Discussion
In this case, the patient developed unexplained postoperative DOC, which
was suspected to be an epileptic seizure based on the diagnostic and
therapeutic intervention. Epilepsy is considered one of the most serious
neurological disorders, affecting over 70 million people worldwide
[4]. Its incidence follows a bimodal distribution, with the highest
risk observed in infants and the elderly. Furthermore, it has been
pointed out that approximately 30% of elderly-onset epilepsy cases
experience status epilepticus at the time of initial onset, and among
them, the frequency of NCSE is high [5]. NCSE is defined as a
condition characterized by non-convulsive clinical neurological symptoms
caused by EEG seizure activity lasting for more than 30 minutes [6].
The symptoms of NCSE have been reported to manifest as altered
consciousness, in the form of confusion or coma, as well as language
impairment, myoclonus-like movements, anxiety, excitement, delirium and
extrapyramidal symptoms [7]. In this case, the patient initially
regained consciousness after completion of general anesthesia. However,
shortly thereafter, he experienced loss of consciousness that persisted
for more than 30 minutes. Although EEG could not be performed during the
episode of impaired consciousness, it is likely that the patient
experienced NCSE characterized by the predominant symptom of DOC. NCSE
is a condition that is often observed in patients with unexplained DOC
in whom no clear cause is identified by imaging. The diagnosis and,
hence, treatment of this condition, is often missed because it does not
present with obvious seizures. However, if treatment is delayed, it can
lead to irreversible brain damage. Therefore, early diagnosis and prompt
treatment are crucial [8]. The risk factors for the development of
NCSE include prodromal generalized tonic-clonic seizures, a history of
epilepsy, advanced age, female gender, and a history of brain injury.

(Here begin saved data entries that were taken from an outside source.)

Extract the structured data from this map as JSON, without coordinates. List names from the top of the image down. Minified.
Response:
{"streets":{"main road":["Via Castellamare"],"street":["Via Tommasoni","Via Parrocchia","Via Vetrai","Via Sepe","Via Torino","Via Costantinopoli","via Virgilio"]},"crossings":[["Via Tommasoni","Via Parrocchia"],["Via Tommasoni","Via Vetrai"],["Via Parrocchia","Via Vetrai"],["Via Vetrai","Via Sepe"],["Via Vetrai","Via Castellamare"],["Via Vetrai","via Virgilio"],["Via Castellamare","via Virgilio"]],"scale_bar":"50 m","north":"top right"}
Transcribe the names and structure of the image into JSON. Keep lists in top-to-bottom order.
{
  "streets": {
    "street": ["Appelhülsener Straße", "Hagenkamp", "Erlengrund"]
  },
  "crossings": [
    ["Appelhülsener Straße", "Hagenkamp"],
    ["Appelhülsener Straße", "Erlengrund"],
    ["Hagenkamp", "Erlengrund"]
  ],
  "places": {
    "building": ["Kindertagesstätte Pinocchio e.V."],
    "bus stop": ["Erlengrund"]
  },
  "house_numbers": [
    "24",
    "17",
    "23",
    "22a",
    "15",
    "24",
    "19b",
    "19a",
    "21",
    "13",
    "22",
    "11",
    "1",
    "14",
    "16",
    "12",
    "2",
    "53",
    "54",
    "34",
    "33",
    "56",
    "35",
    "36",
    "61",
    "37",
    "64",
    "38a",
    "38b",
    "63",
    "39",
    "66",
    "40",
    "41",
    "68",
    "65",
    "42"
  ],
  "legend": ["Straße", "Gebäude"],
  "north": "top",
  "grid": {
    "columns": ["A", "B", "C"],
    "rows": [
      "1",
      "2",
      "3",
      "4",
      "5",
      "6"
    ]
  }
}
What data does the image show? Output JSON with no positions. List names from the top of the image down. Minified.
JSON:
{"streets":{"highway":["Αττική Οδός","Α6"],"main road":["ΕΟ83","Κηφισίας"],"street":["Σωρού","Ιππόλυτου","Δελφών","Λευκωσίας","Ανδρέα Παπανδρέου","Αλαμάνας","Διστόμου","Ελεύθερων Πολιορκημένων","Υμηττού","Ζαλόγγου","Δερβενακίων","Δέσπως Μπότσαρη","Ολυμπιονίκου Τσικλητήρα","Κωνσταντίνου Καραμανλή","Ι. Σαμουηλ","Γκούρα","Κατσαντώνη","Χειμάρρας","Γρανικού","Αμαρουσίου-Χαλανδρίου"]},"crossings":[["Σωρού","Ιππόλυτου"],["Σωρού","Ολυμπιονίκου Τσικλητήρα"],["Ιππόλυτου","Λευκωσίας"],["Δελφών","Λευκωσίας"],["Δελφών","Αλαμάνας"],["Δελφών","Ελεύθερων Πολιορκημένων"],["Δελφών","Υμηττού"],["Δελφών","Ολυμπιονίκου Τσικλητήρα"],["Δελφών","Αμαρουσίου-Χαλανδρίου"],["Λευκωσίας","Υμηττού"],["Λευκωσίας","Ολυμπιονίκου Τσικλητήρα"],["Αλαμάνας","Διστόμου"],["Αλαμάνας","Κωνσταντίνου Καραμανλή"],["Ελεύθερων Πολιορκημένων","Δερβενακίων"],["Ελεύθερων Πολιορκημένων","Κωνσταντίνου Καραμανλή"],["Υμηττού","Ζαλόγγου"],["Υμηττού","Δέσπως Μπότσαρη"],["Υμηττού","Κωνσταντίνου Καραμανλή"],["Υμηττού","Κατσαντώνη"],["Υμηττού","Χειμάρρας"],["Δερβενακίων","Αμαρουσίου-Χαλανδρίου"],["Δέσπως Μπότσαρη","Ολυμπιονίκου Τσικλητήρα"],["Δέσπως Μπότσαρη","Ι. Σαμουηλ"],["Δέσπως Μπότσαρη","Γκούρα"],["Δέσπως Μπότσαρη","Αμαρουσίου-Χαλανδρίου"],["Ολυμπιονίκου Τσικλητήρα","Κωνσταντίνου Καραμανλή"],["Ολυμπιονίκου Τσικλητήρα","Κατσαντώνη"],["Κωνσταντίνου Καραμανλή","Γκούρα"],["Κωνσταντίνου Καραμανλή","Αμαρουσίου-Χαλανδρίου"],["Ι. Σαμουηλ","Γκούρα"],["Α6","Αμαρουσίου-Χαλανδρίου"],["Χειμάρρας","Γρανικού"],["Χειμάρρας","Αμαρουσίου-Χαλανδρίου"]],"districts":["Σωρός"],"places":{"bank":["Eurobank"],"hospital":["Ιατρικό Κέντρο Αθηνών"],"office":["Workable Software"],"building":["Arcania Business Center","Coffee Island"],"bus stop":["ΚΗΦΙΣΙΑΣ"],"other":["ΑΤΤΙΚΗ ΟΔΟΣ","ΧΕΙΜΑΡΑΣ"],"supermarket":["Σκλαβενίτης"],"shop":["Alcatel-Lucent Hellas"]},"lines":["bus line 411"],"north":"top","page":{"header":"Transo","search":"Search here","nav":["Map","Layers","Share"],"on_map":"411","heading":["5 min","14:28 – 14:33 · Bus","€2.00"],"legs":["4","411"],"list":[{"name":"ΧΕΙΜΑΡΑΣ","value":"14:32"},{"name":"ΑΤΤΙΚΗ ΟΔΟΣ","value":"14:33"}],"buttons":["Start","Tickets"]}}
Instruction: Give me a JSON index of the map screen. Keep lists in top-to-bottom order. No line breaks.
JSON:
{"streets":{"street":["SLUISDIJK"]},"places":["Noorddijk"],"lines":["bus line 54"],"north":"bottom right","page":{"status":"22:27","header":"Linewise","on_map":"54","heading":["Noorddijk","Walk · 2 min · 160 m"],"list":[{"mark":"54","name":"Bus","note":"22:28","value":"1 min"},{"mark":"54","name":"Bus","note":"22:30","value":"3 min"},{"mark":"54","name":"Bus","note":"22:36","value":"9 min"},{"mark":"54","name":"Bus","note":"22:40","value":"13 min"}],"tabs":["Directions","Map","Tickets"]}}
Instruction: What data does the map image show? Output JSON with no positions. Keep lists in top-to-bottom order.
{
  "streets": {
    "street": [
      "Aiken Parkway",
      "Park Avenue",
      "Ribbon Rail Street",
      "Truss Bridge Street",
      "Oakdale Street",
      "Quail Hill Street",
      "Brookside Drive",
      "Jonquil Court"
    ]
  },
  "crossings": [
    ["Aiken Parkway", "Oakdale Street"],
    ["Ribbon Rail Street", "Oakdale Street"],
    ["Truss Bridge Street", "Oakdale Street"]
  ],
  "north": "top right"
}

Therefore, in the presence of any of these risk factors in a patient
with unexplained DOC, NCSE should be considered in the differential
diagnosis [9,10]. In this patient, there were no specific risk
factors except for advanced age, which made the diagnosis challenging.
The treatment of NCSE often involves the administration of
benzodiazepines, which have been found to be effective [11,12]. In
this case, significant improvement in consciousness was observed after
administration of diazepam. Other medications, such as phenytoin and
valproic acid, might also be considered in the treatment. Newer
antiepileptic drugs, such as levetiracetam, which have fewer side
effects and drug interactions, can also be used for the treatment of
NCSE [13].
It is indeed rare to observe the onset of NCSE immediately after the
completion of general anesthesia for surgery. To our knowledge, there
have been a few reported cases of NCSE occurring after neurosurgical
procedures, but only one reported case of NCSE following non-cranial
surgery [14]. Our experience suggests that when organic causes for
post-anesthetic impaired consciousness are ruled out, NCSE should be
considered in the differential diagnosis. If feasible, immediate EEG
monitoring should also be considered to aid in diagnosis.
In this case, although a definitive diagnosis of NCSE could not be made
due to the unavailability of immediate EEG monitoring, improvement in
consciousness level immediately following the administration of diazepam
as a diagnostic and therapeutic intervention strongly suggested the
possibility of NCSE. Post-anesthetic DOC can often be attributed to
residual effects of anesthetic drugs, making it challenging to diagnose
NCSE. However, in elderly patients, NCSE should be considered in the
differential diagnosis of DOC. Fortunately, in this case, the patient
was managed without severe neurological complications.